◆ **What you are asked to do**:
Look through the data below and report how many lines include "lane". Only the number should be given.

◆ **Data for this task**:
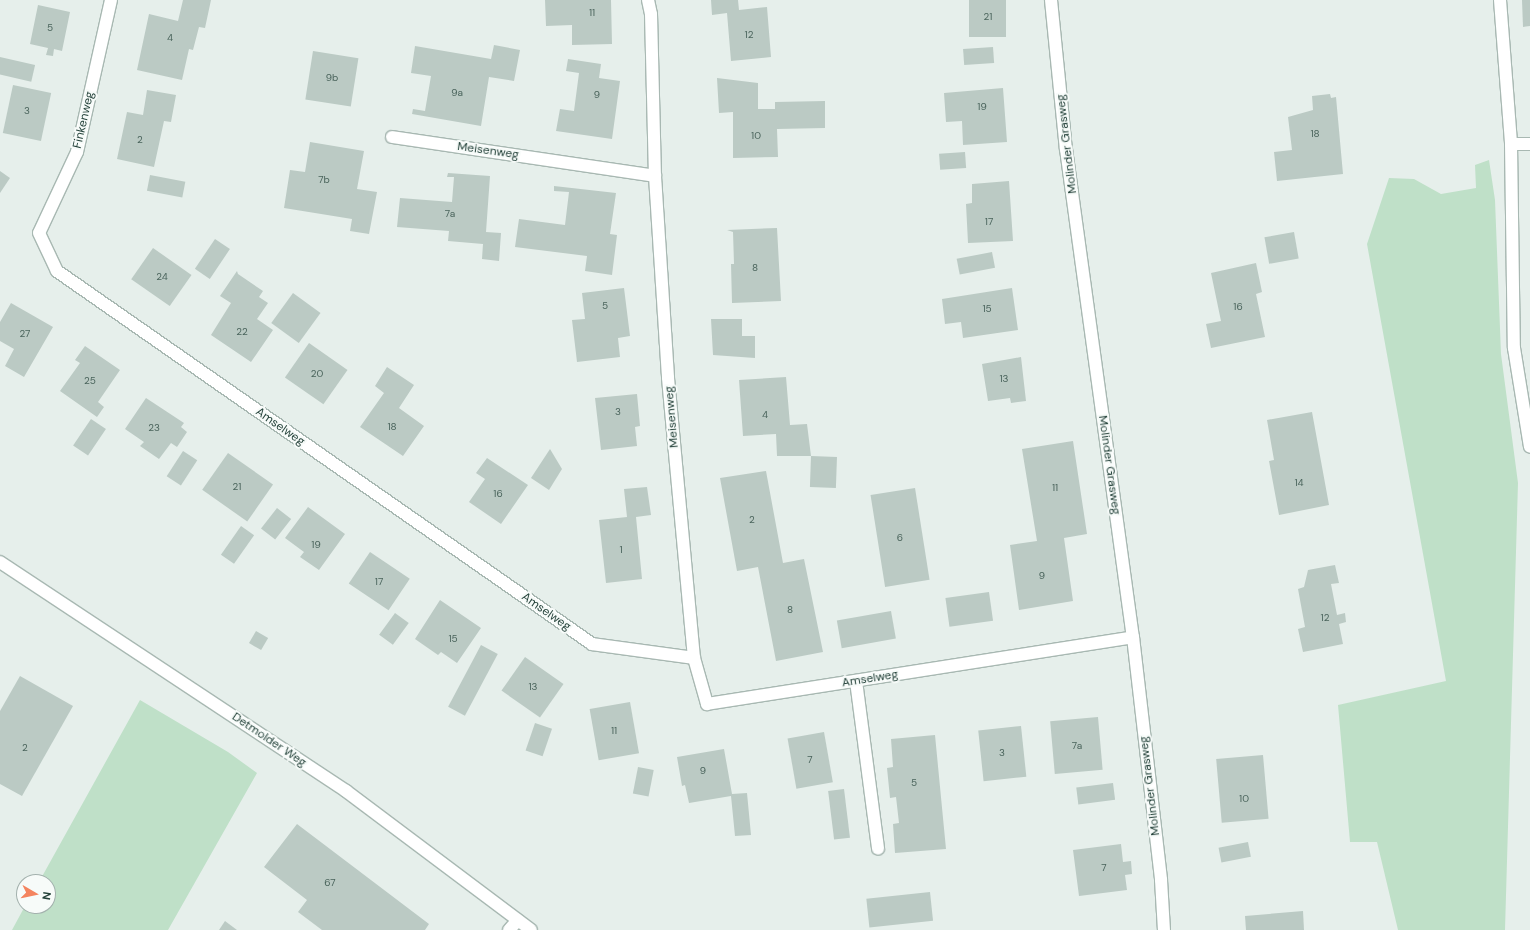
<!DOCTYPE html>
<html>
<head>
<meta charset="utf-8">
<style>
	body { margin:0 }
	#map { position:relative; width:1530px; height:930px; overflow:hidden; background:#e6efeb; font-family:"DM Sans",sans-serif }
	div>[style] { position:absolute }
	.green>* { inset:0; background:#bfe0c8 }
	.building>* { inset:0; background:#bbcac4; transform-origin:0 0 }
	.roads { filter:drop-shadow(1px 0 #a8b8b2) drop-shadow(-1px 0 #a8b8b2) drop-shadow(0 1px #a8b8b2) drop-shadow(0 -1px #a8b8b2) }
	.lane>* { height:12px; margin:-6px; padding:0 6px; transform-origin:6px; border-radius:6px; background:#fff }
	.street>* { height:12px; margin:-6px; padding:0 6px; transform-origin:6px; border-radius:6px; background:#fff }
	.secondary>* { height:12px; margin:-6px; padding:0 6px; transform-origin:6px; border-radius:6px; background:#fff }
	span { translate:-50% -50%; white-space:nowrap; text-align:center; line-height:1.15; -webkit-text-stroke:4px #f7fbf9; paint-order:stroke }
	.number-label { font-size:10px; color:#4a645c }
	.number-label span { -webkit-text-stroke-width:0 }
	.street-label { font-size:12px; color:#24423a }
	.north { position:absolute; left:16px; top:874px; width:40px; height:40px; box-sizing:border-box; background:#f7fbf9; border:1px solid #a3b1ad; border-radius:50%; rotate:99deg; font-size:11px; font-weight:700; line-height:16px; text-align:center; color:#24423a }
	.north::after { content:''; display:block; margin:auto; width:14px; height:18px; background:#f4845f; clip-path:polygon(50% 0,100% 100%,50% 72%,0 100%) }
</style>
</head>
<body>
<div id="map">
	<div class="green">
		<i style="clip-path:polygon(1489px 160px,1495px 200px,1501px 354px,1518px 483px,1505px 930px,1398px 930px,1377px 842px,1350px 842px,1338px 705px,1446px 681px,1367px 244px,1389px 178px,1414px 179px,1441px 194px,1476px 188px,1475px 165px)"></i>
		<i style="clip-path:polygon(140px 700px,228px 752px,257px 773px,168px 930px,12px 930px,25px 906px,48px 906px,48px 882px,39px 882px)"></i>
	</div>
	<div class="building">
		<i style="clip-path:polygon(183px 0,211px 0,205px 28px,199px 27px,193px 50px,189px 49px,182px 80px,137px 70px,149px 14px,178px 21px)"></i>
		<i style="clip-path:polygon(545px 0,611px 0,612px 44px,572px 45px,572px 25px,546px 26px)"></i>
		<i style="clip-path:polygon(711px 0,738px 0,739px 10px,767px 7px,771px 57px,731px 61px,727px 13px,712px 15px)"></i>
		<i style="left:969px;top:0;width:37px;height:37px"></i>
		<i style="clip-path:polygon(1522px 0,1530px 0,1530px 26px,1523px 27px)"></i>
		<i style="clip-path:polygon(38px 5px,70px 12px,62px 51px,54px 49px,53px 56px,46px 55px,48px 48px,30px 44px)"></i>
		<i style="clip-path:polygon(494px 45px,520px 50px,514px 81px,489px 77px,481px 126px,412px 114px,413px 109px,425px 111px,431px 76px,411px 73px,415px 46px,491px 59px)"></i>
		<i style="left:993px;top:47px;width:16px;height:30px;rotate:86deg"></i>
		<i style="left:313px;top:51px;width:46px;height:49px;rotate:9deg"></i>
		<i style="left:0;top:57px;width:36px;height:17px;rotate:13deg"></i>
		<i style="clip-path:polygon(568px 59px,601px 64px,599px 78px,620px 81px,612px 139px,556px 131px,560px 109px,574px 111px,579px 73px,566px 71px)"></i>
		<i style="clip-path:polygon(717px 78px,758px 83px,758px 109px,775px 109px,775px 102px,825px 101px,825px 128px,777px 129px,778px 157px,733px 158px,733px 112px,719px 113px)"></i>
		<i style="left:13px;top:85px;width:39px;height:49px;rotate:12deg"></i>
		<i style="clip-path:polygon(1003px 88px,1007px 142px,963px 145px,962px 121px,946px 122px,944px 93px)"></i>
		<i style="clip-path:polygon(147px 90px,176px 95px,171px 122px,164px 121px,154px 167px,117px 159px,127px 112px,143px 115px)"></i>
		<i style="clip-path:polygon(1330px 94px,1331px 98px,1336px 97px,1343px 174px,1277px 181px,1274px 152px,1292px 150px,1288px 117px,1313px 110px,1312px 96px)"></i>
		<i style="clip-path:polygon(310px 142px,364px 151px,357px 189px,377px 192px,369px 234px,350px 231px,352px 219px,284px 208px,290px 170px,305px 172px)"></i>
		<i style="left:965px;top:152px;width:16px;height:26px;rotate:86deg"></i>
		<i style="clip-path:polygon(0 171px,10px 178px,0 193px)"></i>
		<i style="clip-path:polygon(448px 173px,490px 176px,486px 232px,501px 233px,499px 261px,482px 259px,483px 244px,448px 241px,449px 231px,397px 227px,400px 198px,452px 202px,454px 177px,447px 177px)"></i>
		<i style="left:150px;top:175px;width:36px;height:16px;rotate:11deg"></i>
		<i style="clip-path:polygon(1009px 181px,1013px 241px,968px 243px,966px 204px,972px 203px,972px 184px)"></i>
		<i style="clip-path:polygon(554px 186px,616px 193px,610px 234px,617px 235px,612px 275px,585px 271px,587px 256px,515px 247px,519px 219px,565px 225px,569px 192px,554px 191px)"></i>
		<i style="clip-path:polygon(777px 228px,781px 301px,732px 303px,731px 264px,734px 264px,733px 232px,727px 230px)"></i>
		<i style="left:1294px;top:232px;width:27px;height:30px;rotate:80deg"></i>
		<i style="left:215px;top:239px;width:18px;height:36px;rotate:34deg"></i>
		<i style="left:153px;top:248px;width:47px;height:38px;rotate:35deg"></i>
		<i style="left:992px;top:252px;width:16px;height:36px;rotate:79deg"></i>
		<i style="clip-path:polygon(1256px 263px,1262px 292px,1256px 294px,1265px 337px,1211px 348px,1206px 324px,1221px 321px,1211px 273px)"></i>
		<i style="clip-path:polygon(237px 271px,238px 274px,263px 291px,259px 297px,268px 303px,257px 319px,273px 330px,251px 362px,211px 335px,231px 303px,220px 296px)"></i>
		<i style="clip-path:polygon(624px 288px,630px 336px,618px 338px,620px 357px,577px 362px,572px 320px,585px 319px,582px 293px)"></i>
		<i style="clip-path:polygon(1012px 288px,1018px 330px,963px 338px,961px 322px,945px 324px,942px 299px)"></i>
		<i style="left:293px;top:293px;width:34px;height:37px;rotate:36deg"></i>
		<i style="clip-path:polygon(11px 303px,53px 327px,24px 377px,5px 366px,14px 349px,0 341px,0 322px)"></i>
		<i style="clip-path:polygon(711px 319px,742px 319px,742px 336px,755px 336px,755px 358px,713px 355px)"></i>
		<i style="left:309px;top:343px;width:47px;height:42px;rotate:35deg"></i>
		<i style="clip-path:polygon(85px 346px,120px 370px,98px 402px,104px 407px,97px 417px,60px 391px,80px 363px,75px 360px)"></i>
		<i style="clip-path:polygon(1021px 357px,1026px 401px,1011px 403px,1010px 398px,988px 401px,982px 364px)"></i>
		<i style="clip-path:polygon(387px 367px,414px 385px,399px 408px,424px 426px,403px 456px,360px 427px,384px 393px,375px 386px)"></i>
		<i style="clip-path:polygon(786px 377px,790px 425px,807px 424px,811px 456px,777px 456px,776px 434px,743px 436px,739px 380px)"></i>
		<i style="clip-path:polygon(637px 394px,640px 426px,635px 427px,637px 446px,601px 450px,595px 398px)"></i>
		<i style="clip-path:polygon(146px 398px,184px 423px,181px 427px,187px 432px,177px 447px,171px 443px,159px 459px,140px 446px,144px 442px,125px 429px)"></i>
		<i style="clip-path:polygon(1312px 412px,1329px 505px,1279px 515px,1269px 461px,1274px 460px,1267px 420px)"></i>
		<i style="left:91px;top:419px;width:18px;height:32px;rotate:34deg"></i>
		<i style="clip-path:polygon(1073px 441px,1087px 534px,1064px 538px,1073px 601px,1019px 610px,1010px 545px,1037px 541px,1022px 449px)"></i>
		<i style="clip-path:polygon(550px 449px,562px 469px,549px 490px,531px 478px)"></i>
		<i style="left:183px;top:451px;width:17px;height:30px;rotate:33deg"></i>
		<i style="left:228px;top:453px;width:55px;height:45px;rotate:35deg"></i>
		<i style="left:811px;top:456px;width:26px;height:31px;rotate:2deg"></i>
		<i style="clip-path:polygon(487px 458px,528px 485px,501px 524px,469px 502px,485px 479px,476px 473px)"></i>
		<i style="clip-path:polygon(766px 471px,783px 563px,804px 559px,823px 652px,776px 661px,758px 567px,737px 571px,720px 478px)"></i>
		<i style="clip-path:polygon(647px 487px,651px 515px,636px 517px,642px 579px,606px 583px,599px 520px,627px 517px,624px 489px)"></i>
		<i style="left:915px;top:488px;width:93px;height:45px;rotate:81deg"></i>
		<i style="clip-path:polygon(308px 507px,345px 534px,319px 570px,300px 557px,304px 552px,285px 538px)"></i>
		<i style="left:277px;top:508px;width:18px;height:26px;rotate:38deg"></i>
		<i style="left:241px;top:526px;width:16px;height:35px;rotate:35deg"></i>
		<i style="left:370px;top:552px;width:48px;height:38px;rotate:34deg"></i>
		<i style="clip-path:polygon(1335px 565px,1339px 583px,1331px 584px,1337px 615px,1345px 613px,1346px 622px,1339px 624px,1343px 644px,1303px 652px,1298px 629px,1305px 627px,1298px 589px,1304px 587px,1308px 570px)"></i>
		<i style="left:989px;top:592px;width:29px;height:44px;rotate:82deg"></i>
		<i style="clip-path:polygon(440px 600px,481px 628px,457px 663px,441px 652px,438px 655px,415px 639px)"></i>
		<i style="left:891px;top:611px;width:28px;height:55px;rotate:80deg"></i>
		<i style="left:395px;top:613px;width:17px;height:27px;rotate:36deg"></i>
		<i style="left:256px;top:631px;width:14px;height:14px;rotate:30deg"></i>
		<i style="left:481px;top:645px;width:19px;height:70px;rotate:28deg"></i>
		<i style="left:525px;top:657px;width:47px;height:41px;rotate:35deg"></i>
		<i style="clip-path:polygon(20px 676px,73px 706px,22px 796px,0 784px,0 711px)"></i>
		<i style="left:630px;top:702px;width:52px;height:41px;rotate:80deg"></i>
		<i style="left:1098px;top:717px;width:53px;height:48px;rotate:85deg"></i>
		<i style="left:535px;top:723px;width:18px;height:29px;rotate:19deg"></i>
		<i style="left:1021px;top:726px;width:51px;height:43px;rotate:84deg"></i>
		<i style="left:824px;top:732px;width:51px;height:37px;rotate:80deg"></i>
		<i style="clip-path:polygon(935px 735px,946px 849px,895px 853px,893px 824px,899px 823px,896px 797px,890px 798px,887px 768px,893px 767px,891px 739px)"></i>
		<i style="clip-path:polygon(724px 749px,732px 794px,747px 793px,751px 835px,735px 836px,731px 796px,689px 803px,685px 785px,682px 786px,677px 757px)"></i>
		<i style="left:1263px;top:755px;width:64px;height:47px;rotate:85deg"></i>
		<i style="left:638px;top:767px;width:16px;height:27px;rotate:11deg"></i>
		<i style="left:1113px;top:783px;width:17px;height:37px;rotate:83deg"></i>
		<i style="left:844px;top:789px;width:49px;height:16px;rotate:83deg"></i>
		<i style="clip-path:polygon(297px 824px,429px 924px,425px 930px,322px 930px,298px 912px,307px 900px,264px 867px)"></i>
		<i style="left:1248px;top:842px;width:15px;height:30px;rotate:79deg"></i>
		<i style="clip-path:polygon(1121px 844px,1123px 862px,1131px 861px,1132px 874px,1125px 875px,1127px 890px,1079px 896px,1073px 850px)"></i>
		<i style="left:930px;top:892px;width:29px;height:64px;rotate:84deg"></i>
		<i style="clip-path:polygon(1303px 911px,1304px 930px,1246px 930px,1245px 916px)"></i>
		<i style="clip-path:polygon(225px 921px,237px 930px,219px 930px)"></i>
	</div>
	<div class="roads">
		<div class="lane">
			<i style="left:1500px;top:0;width:144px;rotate:85.6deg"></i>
			<i style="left:1530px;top:144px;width:19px;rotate:180deg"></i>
			<i style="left:1511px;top:144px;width:204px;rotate:89.2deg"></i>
			<i style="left:1514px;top:348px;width:100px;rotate:80.8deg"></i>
			<i style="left:856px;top:681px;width:169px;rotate:82.5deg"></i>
			<i style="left:509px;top:930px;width:13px;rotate:-48deg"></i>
		</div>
		<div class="street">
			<i style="left:111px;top:0;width:156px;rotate:102.6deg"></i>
			<i style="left:77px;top:152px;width:89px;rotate:115.1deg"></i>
			<i style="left:39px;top:233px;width:42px;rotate:64.7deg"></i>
			<i style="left:57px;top:271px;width:652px;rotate:34.88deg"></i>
			<i style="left:592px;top:644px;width:103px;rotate:7.8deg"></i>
			<i style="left:648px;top:0;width:14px;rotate:78deg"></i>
			<i style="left:651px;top:14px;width:162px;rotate:88.6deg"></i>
			<i style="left:655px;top:176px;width:202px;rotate:86.3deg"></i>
			<i style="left:668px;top:378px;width:281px;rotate:84.7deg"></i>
			<i style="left:694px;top:658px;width:48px;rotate:74.2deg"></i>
			<i style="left:707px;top:704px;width:431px;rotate:-8.9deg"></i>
			<i style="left:1051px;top:0;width:150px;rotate:84.3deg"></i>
			<i style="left:1066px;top:149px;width:493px;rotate:82.2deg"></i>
			<i style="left:1133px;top:637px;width:245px;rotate:83.4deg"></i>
			<i style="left:1161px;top:880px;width:50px;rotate:86.6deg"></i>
			<i style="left:392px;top:137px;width:266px;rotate:8.4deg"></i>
		</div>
		<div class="secondary">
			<i style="left:0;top:562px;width:415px;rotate:33.5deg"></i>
			<i style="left:346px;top:791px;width:231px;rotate:36.9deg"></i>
		</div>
	</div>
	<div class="number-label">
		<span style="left:592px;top:13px">11</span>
		<span style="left:988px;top:17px">21</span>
		<span style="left:50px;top:28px">5</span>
		<span style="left:749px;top:35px">12</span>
		<span style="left:170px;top:38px">4</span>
		<span style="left:332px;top:78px">9b</span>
		<span style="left:457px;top:93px">9a</span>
		<span style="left:597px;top:95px">9</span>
		<span style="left:982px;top:107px">19</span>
		<span style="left:27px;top:111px">3</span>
		<span style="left:1315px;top:134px">18</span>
		<span style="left:756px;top:136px">10</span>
		<span style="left:140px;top:140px">2</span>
		<span style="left:324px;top:180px">7b</span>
		<span style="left:450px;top:214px">7a</span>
		<span style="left:989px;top:222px">17</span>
		<span style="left:755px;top:268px">8</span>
		<span style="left:162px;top:277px">24</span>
		<span style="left:605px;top:306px">5</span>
		<span style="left:1238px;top:307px">16</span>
		<span style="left:987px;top:309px">15</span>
		<span style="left:242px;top:332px">22</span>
		<span style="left:25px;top:334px">27</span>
		<span style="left:317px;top:374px">20</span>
		<span style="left:1004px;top:379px">13</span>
		<span style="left:90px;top:381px">25</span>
		<span style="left:618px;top:412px">3</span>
		<span style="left:765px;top:415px">4</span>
		<span style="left:392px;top:427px">18</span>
		<span style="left:154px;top:428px">23</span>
		<span style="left:1299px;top:483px">14</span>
		<span style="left:237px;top:487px">21</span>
		<span style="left:1055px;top:488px">11</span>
		<span style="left:498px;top:494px">16</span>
		<span style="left:752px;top:520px">2</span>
		<span style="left:900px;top:538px">6</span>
		<span style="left:316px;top:545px">19</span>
		<span style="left:621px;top:550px">1</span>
		<span style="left:1042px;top:576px">9</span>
		<span style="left:379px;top:582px">17</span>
		<span style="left:790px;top:610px">8</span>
		<span style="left:1325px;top:618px">12</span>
		<span style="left:453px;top:639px">15</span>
		<span style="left:533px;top:687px">13</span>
		<span style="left:614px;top:731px">11</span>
		<span style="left:1077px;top:746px">7a</span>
		<span style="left:25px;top:748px">2</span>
		<span style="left:1002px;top:753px">3</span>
		<span style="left:810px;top:760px">7</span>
		<span style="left:703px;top:771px">9</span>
		<span style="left:914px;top:783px">5</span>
		<span style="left:1244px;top:799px">10</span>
		<span style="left:1104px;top:868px">7</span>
		<span style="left:330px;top:883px">67</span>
	</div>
	<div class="street-label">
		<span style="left:84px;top:120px;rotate:-77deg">Finkenweg</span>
		<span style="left:1067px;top:144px;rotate:-97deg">Molinder Grasweg</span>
		<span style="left:488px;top:151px;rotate:8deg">Meisenweg</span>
		<span style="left:672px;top:417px;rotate:-95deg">Meisenweg</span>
		<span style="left:280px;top:427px;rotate:35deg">Amselweg</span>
		<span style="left:1109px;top:465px;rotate:82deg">Molinder Grasweg</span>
		<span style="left:546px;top:612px;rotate:35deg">Amselweg</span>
		<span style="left:870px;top:679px;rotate:-9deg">Amselweg</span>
		<span style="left:269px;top:740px;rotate:34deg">Detmolder Weg</span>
		<span style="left:1150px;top:786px;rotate:-97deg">Molinder Grasweg</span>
	</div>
	<div class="north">N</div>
</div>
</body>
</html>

◆ **Exercise result**:
2